The truth is always the first casualty of war. In Russia, two of the last media still reporting objectively on Russia's war of aggression have now been blocked: The radio station Ekho Moskvy (Moscow Echo), which is critical of the Kremlin and one of Russia's oldest, and the younger TV station "Doshd" (Rain), were shut because they had spread "deliberately false information"-according to the General prosecutor. Previously, Russian authorities had prescribed media not to use terms such as "war" or "attack" under any circumstances. The Russian government calls its war of aggression on Ukraine, a sovereign neighbouring state, in violation of international law, a "special military operation".
Now, too, propaganda and agitation predominate - admittedly for the most part on the side of the Russian aggressor. The missile attack on the TV station in Kiev was also aimed at spreading uncensored news to Ukrainians. On Sunday, the EU banned the Russian TV channel RT (formerly Russia Today) and the "Sputnik" agency in all EU countries. This is to stop their "toxic and harmful disinformation", explained EU Commission President Ursula von der Leyen.
The "Association of European Journalists"(AEJ) has campaigned for a ban, although we otherwise support the preservation of media freedom. But should a channel like RT, as an instrument of Putin's war propaganda, continue to be broadcast freely in EU countries, while critical media in Russia are silenced and journalists there are imprisoned or intimidated?
Putin has brought almost all Russian media into line and only recently had the office of "Deutsche Welle" in Moscow closed as a countermeasure for shutting down RT in Germany. RT had planned a headquarters for the German-speaking region in Vienna and had already hired the first young journalists.
Should we accept this? The Russian army would merely end the "genocide by Kiev" and leave out "civilian targets", RT reported as recently as the weekend.
In the last two years, the channel has also given a stage to anti-vaccinationists, conspiracy theorists and anti-EU parties. Austrian Ex-Foreign Minister Karin Kneissl appeared as a regular guest and praised Putin's policies.
But there can be no neutrality in the media war. „The Guild“, a cooperation of European Universities in Brussels, spoke of a "conflict" and managed to condemn Russia only after several days. More than 200 Russian academics showed more courage and spoke out against Putin's invasion in an open letter.
Russian artists like Soprano Anna Netrebko or conductor Valery Gergiev already decided which side they are on. Gergiev, nicknamed Putins beloved conductor, was fired from several orchestras and operas in Italy and Germany. Netrebko, who refused to take sides, although a few years ago she took part in charity events with the leaders of the separatist regions Donezk and Luhansk, opted for a pause from stages. She was already banned from the Met in New York.

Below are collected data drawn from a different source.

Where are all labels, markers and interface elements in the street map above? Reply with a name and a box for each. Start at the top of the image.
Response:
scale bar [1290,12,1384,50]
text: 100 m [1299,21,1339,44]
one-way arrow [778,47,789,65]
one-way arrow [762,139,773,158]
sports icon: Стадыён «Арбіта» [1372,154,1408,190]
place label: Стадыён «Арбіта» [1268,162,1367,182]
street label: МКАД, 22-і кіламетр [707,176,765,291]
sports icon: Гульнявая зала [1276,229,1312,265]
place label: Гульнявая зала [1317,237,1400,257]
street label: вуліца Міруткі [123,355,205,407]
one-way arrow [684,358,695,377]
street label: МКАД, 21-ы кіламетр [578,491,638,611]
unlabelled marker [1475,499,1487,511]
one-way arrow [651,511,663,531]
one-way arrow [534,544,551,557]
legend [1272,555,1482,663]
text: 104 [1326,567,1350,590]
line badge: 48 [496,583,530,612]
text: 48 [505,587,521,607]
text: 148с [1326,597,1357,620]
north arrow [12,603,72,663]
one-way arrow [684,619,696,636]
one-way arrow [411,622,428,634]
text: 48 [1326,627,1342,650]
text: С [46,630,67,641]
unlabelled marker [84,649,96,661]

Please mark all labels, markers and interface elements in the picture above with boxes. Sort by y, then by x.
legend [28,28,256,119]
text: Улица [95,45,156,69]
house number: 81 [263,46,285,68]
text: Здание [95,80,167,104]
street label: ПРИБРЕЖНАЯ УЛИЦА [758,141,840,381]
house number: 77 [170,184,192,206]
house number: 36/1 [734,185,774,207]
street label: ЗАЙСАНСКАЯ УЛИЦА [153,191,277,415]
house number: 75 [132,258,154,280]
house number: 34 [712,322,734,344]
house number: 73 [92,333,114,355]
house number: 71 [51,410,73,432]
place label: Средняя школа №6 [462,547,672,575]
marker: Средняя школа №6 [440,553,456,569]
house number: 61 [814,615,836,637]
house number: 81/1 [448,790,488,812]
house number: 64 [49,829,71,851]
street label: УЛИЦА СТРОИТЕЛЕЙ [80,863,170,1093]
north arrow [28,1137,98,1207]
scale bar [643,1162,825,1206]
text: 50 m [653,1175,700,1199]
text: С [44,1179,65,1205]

The extent to which Russian media manipulate their own population could be seen on TV Russia 2 last week. There, a corpulent presenter openly threatened to use nuclear weapons, saying that a world without a proper place for Russia was no longer worth living in anyway. Good night and good luck!
The author is a journalist and Honorary President of the Association of European Journalists (AEJ).